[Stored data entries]

· · ·

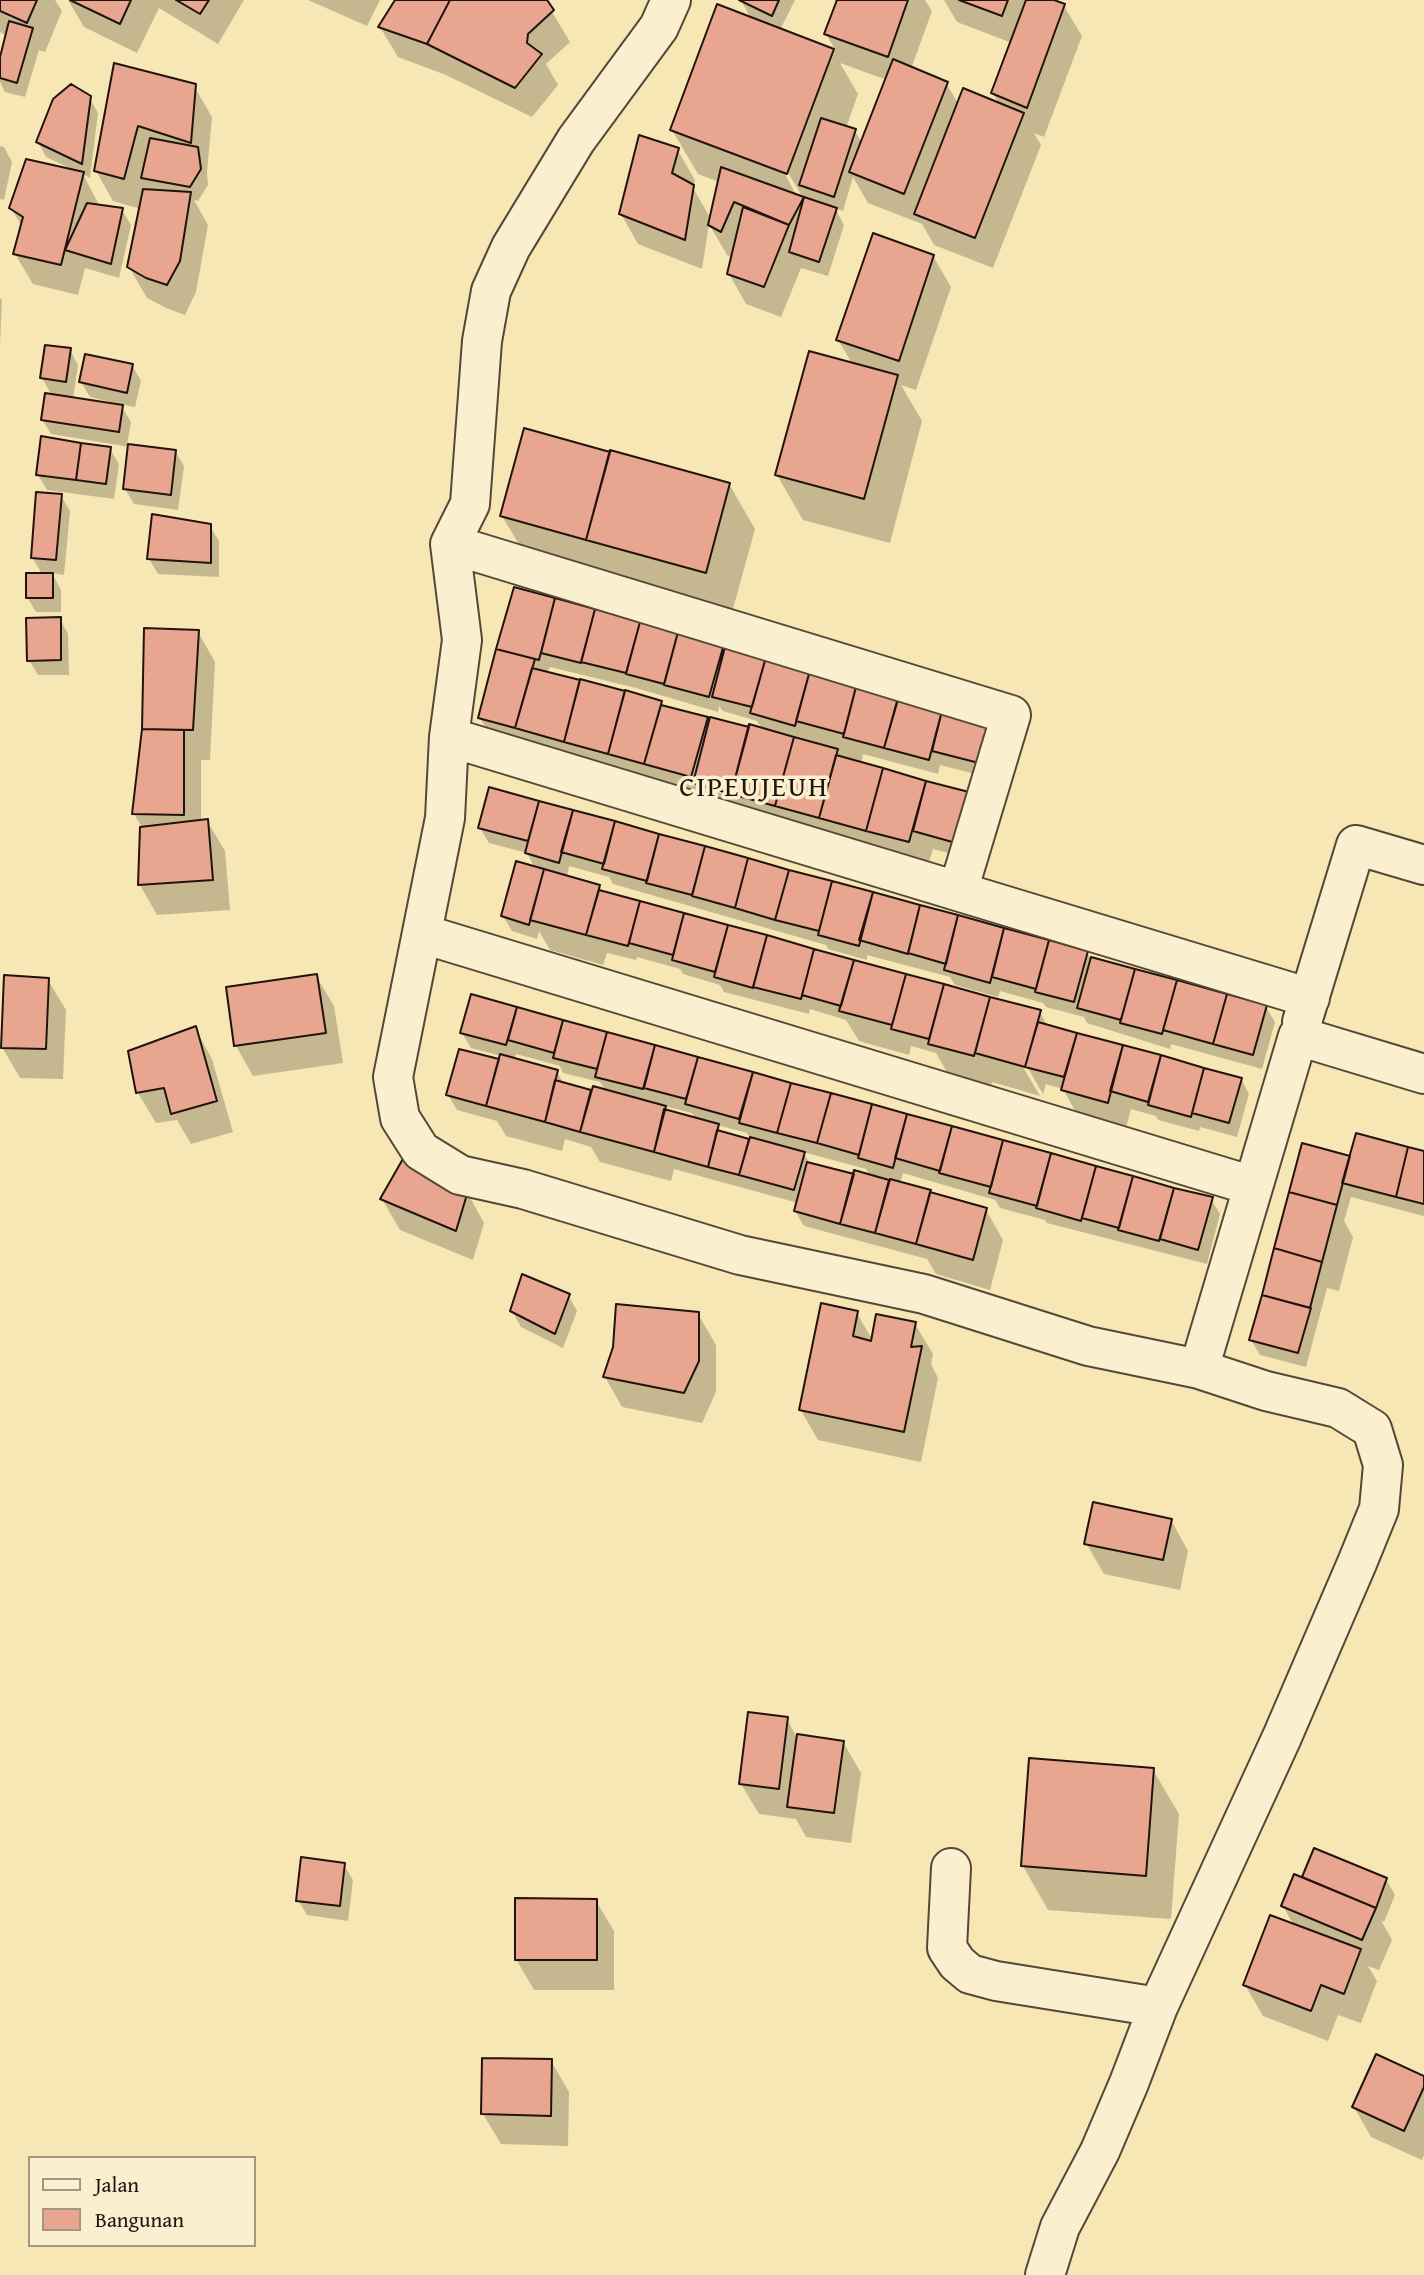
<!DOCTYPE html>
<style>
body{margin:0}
#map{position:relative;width:1424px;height:2275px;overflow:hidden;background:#f7e7b5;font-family:"Gentium Book Plus",serif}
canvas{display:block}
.legend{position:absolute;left:28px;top:2156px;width:228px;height:91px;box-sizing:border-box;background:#faefcf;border:2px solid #a39782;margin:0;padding:9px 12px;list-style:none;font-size:21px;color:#21130e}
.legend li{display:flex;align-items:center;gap:14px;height:35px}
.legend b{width:35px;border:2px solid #a39782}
</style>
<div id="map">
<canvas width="1424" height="2275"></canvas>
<ul class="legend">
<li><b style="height:9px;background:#faefcf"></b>Jalan</li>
<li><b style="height:19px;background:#e8a691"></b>Bangunan</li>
</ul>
</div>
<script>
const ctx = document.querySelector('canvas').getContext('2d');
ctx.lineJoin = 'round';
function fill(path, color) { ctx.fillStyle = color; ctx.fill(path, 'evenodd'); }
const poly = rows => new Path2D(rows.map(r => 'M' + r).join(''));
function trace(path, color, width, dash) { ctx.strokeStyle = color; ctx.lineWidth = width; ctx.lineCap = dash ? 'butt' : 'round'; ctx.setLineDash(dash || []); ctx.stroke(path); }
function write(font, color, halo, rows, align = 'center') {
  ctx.font = font + ' "Gentium Book Plus",serif'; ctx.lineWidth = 7; ctx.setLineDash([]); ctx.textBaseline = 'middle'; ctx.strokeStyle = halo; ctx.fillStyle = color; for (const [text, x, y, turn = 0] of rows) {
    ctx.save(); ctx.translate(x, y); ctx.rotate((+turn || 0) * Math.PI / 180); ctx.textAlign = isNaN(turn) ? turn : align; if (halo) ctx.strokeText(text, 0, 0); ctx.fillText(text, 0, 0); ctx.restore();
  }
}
fill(poly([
 [0,0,55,0,62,11,45,52,39,50,25,97,5,92,0,82,0,64,7,36,0,32],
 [68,0,244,0,218,44,159,8,137,53,84,27],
 [308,0,380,0,367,26],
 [397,0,545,0,570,42,546,64,558,85,532,117,446,75,398,57,380,27],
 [741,0,795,0,780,30,836,51,826,34,838,2,834,0,925,0,932,11,911,69,946,83,959,105,999,105,993,93,1012,43,957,22,944,0,1049,0,1064,6,1082,36,1044,137,1034,133,1041,145,993,268,934,245,922,224,868,203,853,177,843,211,835,208,844,225,828,276,801,268,781,317,746,304,729,274,732,258,727,255,709,224,702,269,638,244,621,214,677,149,695,180,693,188,711,219,719,182,698,174,672,130,751,19],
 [840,63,887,80,862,143,855,131,846,128,858,94],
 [784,166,803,198,798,198,781,167],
 [115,65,194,86,212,117,207,172,208,185,198,201,194,200,208,225,196,292,185,315,166,308,147,298,129,267,141,209,113,201,96,171],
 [89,97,98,113,90,178,83,174,100,207,122,210,131,225,119,278,85,268,78,295,33,284,15,254,22,227,11,208,76,171,46,157,38,142],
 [0,146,4,147,12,162,4,200,0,199],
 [933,256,951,287,916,390,901,385,922,421,890,543,803,520,777,475,853,365,838,340],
 [0,297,2,301,0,345],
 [70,350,78,365,73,399,118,406,119,404,90,397,81,382,132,365,141,381,135,407,120,404,131,422,127,445,175,451,184,466,178,510,134,504,125,489,130,447,51,434,42,419,52,396,42,378],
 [110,449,119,464,114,499,47,490,38,475],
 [729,484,755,529,731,616,614,584,606,570,520,546,502,516],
 [61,496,70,511,64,575,52,573,61,590,61,612,36,612,27,597,42,574,32,557],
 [210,526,219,541,219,577,158,574,149,559],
 [515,589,722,646,726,651,989,722,987,777,940,765,938,774,863,754,861,764,928,783,964,857,933,849,926,872,664,794,655,779,489,733,480,718],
 [550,667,636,688,718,712,719,706,723,711,757,721,762,729,710,725,707,719,664,708,661,702,547,673],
 [713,787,740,795,739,798,713,791],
 [60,619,68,634,69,675,38,675,29,660],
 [146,630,198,632,215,662,210,760,201,760,201,822,207,821,225,851,230,910,157,915,140,885,143,829,134,814,144,729],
 [490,789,1087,953,1091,959,1266,1007,1275,1022,1262,1069,1171,1044,1170,1049,1087,1023,1084,1017,1046,1007,1043,1003,1000,991,998,997,955,985,950,977,867,955,867,960,828,949,826,945,613,884,609,877,569,866,567,877,599,886,603,893,1040,1012,1048,1027,1241,1079,1249,1094,1237,1137,1200,1127,1199,1131,1158,1120,1156,1116,1131,1109,1125,1132,1080,1120,1063,1089,1046,1084,1043,1094,1022,1058,1019,1060,1040,1096,992,1082,991,1086,948,1074,936,1053,911,1046,909,1055,859,1041,846,1020,810,1009,809,1014,724,992,720,985,683,974,680,969,637,957,636,960,607,953,603,965,550,950,539,931,537,939,512,931,503,916,535,868,527,853,489,843,480,828],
 [316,976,334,1006,343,1063,253,1076,236,1046],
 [48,980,66,1010,63,1079,20,1078,2,1047],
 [472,997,1211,1199,1220,1214,1207,1264,1047,1223,1045,1220,1000,1208,995,1200,903,1173,900,1184,986,1210,1003,1240,990,1290,936,1274,927,1259,804,1226,795,1211,798,1203,674,1169,671,1181,600,1162,591,1147,565,1139,562,1151,506,1136,497,1121,457,1110,448,1095,500,1061,501,1056,471,1048,462,1033],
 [516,1054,560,1066,563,1073,600,1082,606,1091,592,1095,590,1092,564,1084,557,1072,514,1060],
 [664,1106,692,1113,696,1120,668,1112],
 [717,1125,747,1133,751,1140,722,1133],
 [803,1152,866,1169,870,1176,855,1176,811,1165],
 [195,1028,212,1059,233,1132,191,1144,177,1120,156,1123,138,1093,130,1052],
 [1424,1153,1424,1216,1351,1197,1344,1221,1353,1237,1339,1291,1327,1288,1306,1367,1260,1355,1251,1340,1351,1158],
 [467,1192,484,1223,473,1260,400,1230,382,1199],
 [568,1295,577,1311,563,1348,521,1327,512,1311],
 [857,1313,873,1341,915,1324,933,1354,931,1364,938,1378,921,1462,818,1440,800,1409],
 [698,1314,716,1345,716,1392,702,1423,622,1407,605,1377],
 [1171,1520,1188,1551,1180,1590,1104,1574,1086,1543],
 [787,1719,796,1736,843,1742,861,1773,851,1843,806,1837,796,1819,759,1814,741,1784],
 [1153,1770,1179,1814,1171,1919,1048,1910,1023,1866],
 [344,1865,353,1880,348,1921,307,1915,298,1900],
 [1304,1877,1386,1879,1395,1895,1384,1922,1381,1920,1392,1940,1379,1970,1368,1966,1377,1981,1361,2023,1338,2015,1328,2041,1263,2016,1245,1985,1294,1926,1283,1906,1307,1881],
 [596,1901,614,1931,614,1990,534,1990,516,1959],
 [551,2061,569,2092,568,2146,501,2144,483,2114],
 [1424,2078,1424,2155,1422,2160,1371,2137,1354,2107]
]), '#0003');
const building = poly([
 [0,0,37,0,27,23,0,11,0,0],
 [70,0,131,0,120,24,70,0],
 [176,0,209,0,200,14,176,0],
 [395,0,450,0,427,44,378,27,395,0],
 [450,0,547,0,554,10,528,34,527,43,542,54,515,88,427,44,450,0],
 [739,0,779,0,772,16,739,0],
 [837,0,908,0,888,57,824,34,837,0],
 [959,0,1008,0,1002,16,959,0],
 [1026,0,1054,0,1065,4,1027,108,991,93,1026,0],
 [717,4,834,49,787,174,670,130,717,4],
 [9,21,33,28,17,83,0,78,0,57,9,21],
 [893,59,948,82,904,194,849,172,893,59],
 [114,63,196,84,191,143,138,126,124,179,94,171,114,63],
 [71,84,91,96,82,164,36,142,53,99,71,84],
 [963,88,1024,113,975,238,914,214,963,88],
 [821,118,856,129,834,197,799,185,821,118],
 [639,135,679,148,672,173,694,185,685,240,619,214,639,135],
 [150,138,198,147,201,169,190,187,141,178,150,138],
 [26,159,84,172,61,265,13,254,23,217,9,208,26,159],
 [721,167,804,197,789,225,734,202,721,232,708,225,721,167],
 [143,189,191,192,180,261,167,285,146,278,127,267,143,189],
 [804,197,837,208,819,262,789,252,804,197],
 [87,203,123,208,111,264,65,250,87,203],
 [743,207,789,225,764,287,727,274,743,207],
 [873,233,934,255,899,361,836,340,873,233],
 [45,345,71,348,66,382,40,378,45,345],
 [809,351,898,375,864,499,775,475,809,351],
 [85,354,133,364,127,393,79,382,85,354],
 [45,393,123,405,119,432,41,420,45,393],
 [524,428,610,452,586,540,500,516,524,428],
 [41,436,81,443,76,480,36,475,41,436],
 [81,443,111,447,106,484,76,480,81,443],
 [128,444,176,450,171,495,123,489,128,444],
 [610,450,730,483,706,573,586,540,610,450],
 [36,492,62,494,56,560,31,558,36,492],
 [152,514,211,524,211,563,147,559,152,514],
 [26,573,53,573,53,598,26,598,26,573],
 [514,587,555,598,539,660,496,649,514,587],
 [555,598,595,609,581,663,541,653,555,598],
 [595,609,640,622,626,673,581,662,595,609],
 [61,617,61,660,27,661,26,618,61,617],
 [640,622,678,632,664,684,626,674,640,622],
 [144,628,199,630,193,730,142,729,144,628],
 [678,632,724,644,709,697,664,685,678,632],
 [727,639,768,650,752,707,712,697,727,639],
 [496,649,535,659,515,728,478,718,496,649],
 [768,650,812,663,795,726,750,713,768,650],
 [812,663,859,675,844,734,796,721,812,663],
 [532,668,580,680,564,742,515,728,532,668],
 [859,675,901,687,884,748,843,737,859,675],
 [580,679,625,691,608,754,564,742,580,679],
 [625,690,662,701,644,764,608,754,625,690],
 [899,696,943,707,929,760,884,748,899,696],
 [661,705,708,717,691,777,644,764,661,705],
 [943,707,990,721,979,763,932,751,943,707],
 [710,717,749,727,731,794,693,783,710,717],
 [749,724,794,737,775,806,731,794,749,724],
 [142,729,184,730,184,815,132,814,142,729],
 [794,737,838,749,819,818,775,806,794,737],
 [836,755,883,768,866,831,819,818,836,755],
 [883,768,926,781,909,842,866,831,883,768],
 [926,781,969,792,956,843,913,831,926,781],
 [489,787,539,801,528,841,478,828,489,787],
 [539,801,573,810,559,863,525,853,539,801],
 [573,810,615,821,604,864,561,852,573,810],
 [208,819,213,880,138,885,140,827,208,819],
 [615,821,659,834,647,881,602,869,615,821],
 [659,834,705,846,692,895,646,883,659,834],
 [705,846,748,858,735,908,692,896,705,846],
 [748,858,789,870,775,920,735,908,748,858],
 [516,861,544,869,529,925,501,916,516,861],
 [544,869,600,885,586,935,530,920,544,869],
 [789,870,832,881,819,931,775,920,789,870],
 [832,881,873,892,859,946,818,935,832,881],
 [599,890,640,901,628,946,586,935,599,890],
 [873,892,920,905,908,954,859,940,873,892],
 [640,901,684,913,673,955,629,943,640,901],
 [920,905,958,915,946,964,908,953,920,905],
 [684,913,728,925,715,972,672,960,684,913],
 [958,915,1004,928,990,983,944,970,958,915],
 [728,925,767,935,753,988,714,977,728,925],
 [1004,928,1049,940,1036,989,992,977,1004,928],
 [767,935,814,949,801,999,753,987,767,935],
 [1049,940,1088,951,1074,1002,1035,992,1049,940],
 [814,949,854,960,841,1006,802,995,814,949],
 [1091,957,1135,969,1121,1020,1077,1008,1091,957],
 [854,960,906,974,892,1025,839,1011,854,960],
 [1135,969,1177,980,1162,1034,1120,1023,1135,969],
 [317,974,326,1033,234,1046,226,987,317,974],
 [906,974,944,984,929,1039,891,1029,906,974],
 [4,975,49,978,46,1049,1,1048,4,975],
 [1177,980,1227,994,1213,1044,1163,1030,1177,980],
 [944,984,990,997,974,1056,928,1044,944,984],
 [471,994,517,1007,506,1045,460,1033,471,994],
 [1227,994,1267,1005,1253,1055,1213,1044,1227,994],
 [990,997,1041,1010,1025,1067,975,1053,990,997],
 [517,1007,563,1020,554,1053,508,1040,517,1007],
 [563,1020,607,1032,597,1069,553,1058,563,1020],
 [1038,1022,1077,1033,1064,1077,1025,1067,1038,1022],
 [196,1026,217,1101,171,1114,164,1088,136,1093,128,1051,196,1026],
 [607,1032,655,1045,643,1089,595,1077,607,1032],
 [1077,1033,1123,1045,1108,1103,1061,1090,1077,1033],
 [655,1045,698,1057,686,1099,644,1088,655,1045],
 [1123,1045,1161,1055,1148,1102,1110,1091,1123,1045],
 [459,1049,499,1059,486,1106,446,1095,459,1049],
 [500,1054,558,1070,545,1122,486,1106,500,1054],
 [1161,1055,1204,1068,1191,1117,1148,1105,1161,1055],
 [698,1057,753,1072,739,1119,685,1104,698,1057],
 [1204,1068,1242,1078,1229,1123,1192,1113,1204,1068],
 [753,1072,791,1083,777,1133,739,1123,753,1072],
 [555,1080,591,1090,580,1132,545,1122,555,1080],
 [791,1083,831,1093,817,1143,777,1133,791,1083],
 [593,1086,666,1106,654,1152,580,1132,593,1086],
 [831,1093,872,1104,859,1155,817,1143,831,1093],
 [872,1104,907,1114,893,1168,858,1158,872,1104],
 [664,1109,719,1124,708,1167,654,1152,664,1109],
 [907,1114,952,1126,940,1171,895,1158,907,1114],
 [952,1126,1003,1140,991,1187,939,1173,952,1126],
 [717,1130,749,1139,739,1175,708,1167,717,1130],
 [1356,1133,1408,1147,1396,1197,1342,1183,1356,1133],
 [750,1137,805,1152,794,1190,739,1175,750,1137],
 [1003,1140,1051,1153,1037,1206,989,1193,1003,1140],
 [1302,1143,1350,1156,1337,1205,1289,1192,1302,1143],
 [1408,1147,1424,1151,1424,1204,1396,1197,1408,1147],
 [1051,1153,1096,1166,1081,1221,1036,1208,1051,1153],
 [404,1157,468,1191,456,1231,380,1199,404,1157],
 [807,1162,854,1174,840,1224,794,1211,807,1162],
 [1096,1166,1133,1176,1119,1228,1082,1218,1096,1166],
 [854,1170,889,1180,875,1233,840,1224,854,1170],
 [1133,1176,1174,1188,1159,1241,1118,1230,1133,1176],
 [890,1179,931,1190,916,1244,875,1233,890,1179],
 [1174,1188,1213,1197,1198,1250,1160,1239,1174,1188],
 [930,1192,987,1208,973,1260,916,1244,930,1192],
 [1289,1192,1337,1205,1322,1262,1274,1248,1289,1192],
 [1274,1248,1322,1262,1310,1308,1262,1295,1274,1248],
 [522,1274,570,1294,555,1334,510,1311,522,1274],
 [1262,1295,1311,1308,1298,1353,1249,1340,1262,1295],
 [821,1303,858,1311,853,1336,871,1341,876,1314,916,1322,911,1347,922,1346,904,1432,799,1410,821,1303],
 [616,1304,699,1312,699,1361,684,1393,603,1377,613,1347,616,1304],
 [1093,1502,1172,1519,1163,1560,1084,1544,1093,1502],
 [748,1712,788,1717,779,1789,739,1784,748,1712],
 [797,1734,844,1741,834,1813,787,1807,797,1734],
 [1029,1758,1154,1768,1146,1876,1021,1866,1029,1758],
 [1314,1848,1387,1878,1376,1908,1302,1877,1314,1848],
 [301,1857,345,1863,340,1906,296,1901,301,1857],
 [1294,1874,1376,1908,1362,1940,1281,1906,1294,1874],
 [515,1898,597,1899,597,1960,515,1960,515,1898],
 [1270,1915,1361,1949,1344,1994,1321,1985,1311,2011,1243,1985,1270,1915],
 [1376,2054,1424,2076,1424,2087,1404,2131,1352,2107,1376,2054],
 [482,2058,552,2059,551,2116,481,2114,482,2058]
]);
fill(building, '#e8a691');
trace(building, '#21130e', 2);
const street = poly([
 [671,0,659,27,576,140,511,247,491,291,482,341,470,504,450,544,462,640,449,737,445,818,393,1077,400,1118,421,1151,460,1175,523,1189,740,1255,924,1294,1088,1346,1199,1369,1266,1391,1338,1408,1372,1429,1383,1465,1379,1509,1357,1563,1282,1737,1158,2007,1129,2083,1100,2151,1060,2227,1045,2275],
 [450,544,1011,715,958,891],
 [449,737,1310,998],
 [423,934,1253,1186],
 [1302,1022,1356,845,1424,865],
 [1199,1369,1298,1036,1424,1074],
 [951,1868,947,1948,957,1963,970,1974,996,1981,1158,2007]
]);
trace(street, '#564838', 42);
trace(street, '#faefcf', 38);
ctx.letterSpacing = '2px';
write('28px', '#21130e', '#faefcf', [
 ["CIPEUJEUH",754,789]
]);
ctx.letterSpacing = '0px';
</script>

· · ·

**WORK REQUIRED**
Please report every line in the entries above that holds the string "fillStyle".

**WRITTEN SOLUTION**
function fill(path, color) { ctx.fillStyle = color; ctx.fill(path, 'evenodd'); }
  ctx.font = font + ' "Gentium Book Plus",serif'; ctx.lineWidth = 7; ctx.setLineDash([]); ctx.textBaseline = 'middle'; ctx.strokeStyle = halo; ctx.fillStyle = color; for (const [text, x, y, turn = 0] of rows) {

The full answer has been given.